[Records for this exercise]

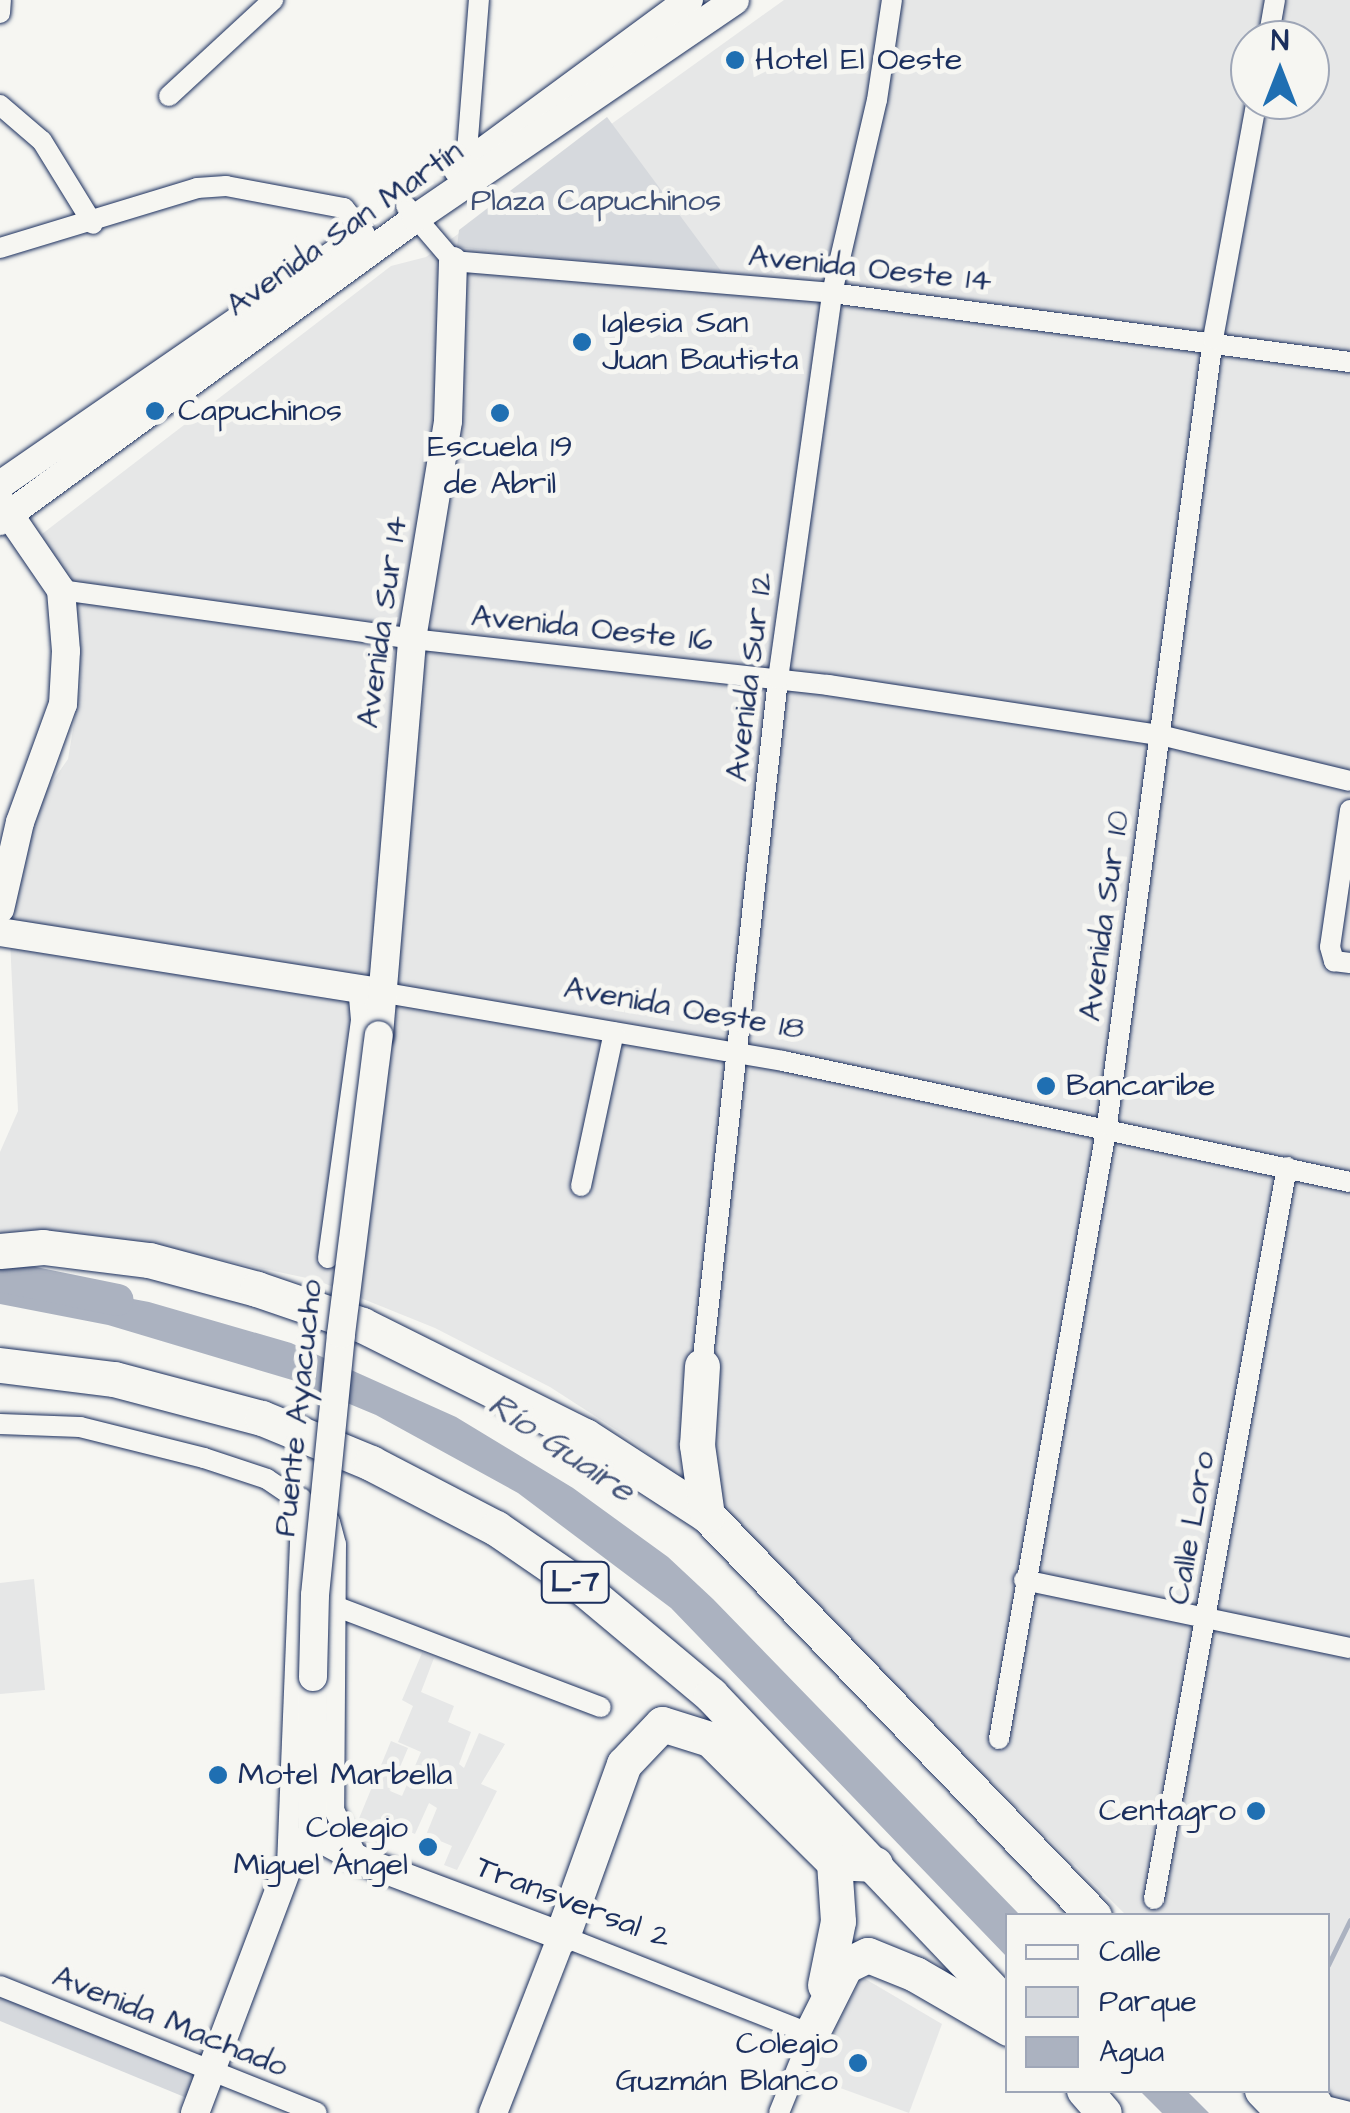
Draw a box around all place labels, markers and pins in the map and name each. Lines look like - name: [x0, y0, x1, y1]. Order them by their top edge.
- place label: Hotel El Oeste: [755, 41, 962, 79]
- marker: Hotel El Oeste: [724, 49, 746, 71]
- place label: Iglesia San Juan Bautista: [602, 305, 799, 380]
- marker: Iglesia San Juan Bautista: [571, 331, 593, 353]
- place label: Capuchinos: [178, 392, 342, 430]
- marker: Capuchinos: [142, 398, 168, 424]
- marker: Escuela 19 de Abril: [489, 402, 511, 424]
- place label: Escuela 19 de Abril: [427, 429, 573, 504]
- place label: Bancaribe: [1066, 1067, 1215, 1105]
- marker: Bancaribe: [1035, 1075, 1057, 1097]
- place label: Motel Marbella: [238, 1756, 453, 1794]
- marker: Motel Marbella: [207, 1764, 229, 1786]
- place label: Centagro: [1099, 1792, 1236, 1830]
- marker: Centagro: [1245, 1800, 1267, 1822]
- place label: Colegio Miguel Ángel: [233, 1810, 408, 1885]
- marker: Colegio Miguel Ángel: [417, 1836, 439, 1858]
- place label: Colegio Guzmán Blanco: [615, 2026, 838, 2101]
- marker: Colegio Guzmán Blanco: [847, 2052, 869, 2074]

[/Records for this exercise]

To do: Leave out the pictures, then give all the records again exactly.

Output for this exercise:
Draw a box around all place labels, markers and pins in the map and name each. Lines look like - name: [x0, y0, x1, y1]. Order them by their top edge.
- place label: Hotel El Oeste: [755, 41, 962, 79]
- marker: Hotel El Oeste: [724, 49, 746, 71]
- place label: Iglesia San Juan Bautista: [602, 305, 799, 380]
- marker: Iglesia San Juan Bautista: [571, 331, 593, 353]
- place label: Capuchinos: [178, 392, 342, 430]
- marker: Capuchinos: [142, 398, 168, 424]
- marker: Escuela 19 de Abril: [489, 402, 511, 424]
- place label: Escuela 19 de Abril: [427, 429, 573, 504]
- place label: Bancaribe: [1066, 1067, 1215, 1105]
- marker: Bancaribe: [1035, 1075, 1057, 1097]
- place label: Motel Marbella: [238, 1756, 453, 1794]
- marker: Motel Marbella: [207, 1764, 229, 1786]
- place label: Centagro: [1099, 1792, 1236, 1830]
- marker: Centagro: [1245, 1800, 1267, 1822]
- place label: Colegio Miguel Ángel: [233, 1810, 408, 1885]
- marker: Colegio Miguel Ángel: [417, 1836, 439, 1858]
- place label: Colegio Guzmán Blanco: [615, 2026, 838, 2101]
- marker: Colegio Guzmán Blanco: [847, 2052, 869, 2074]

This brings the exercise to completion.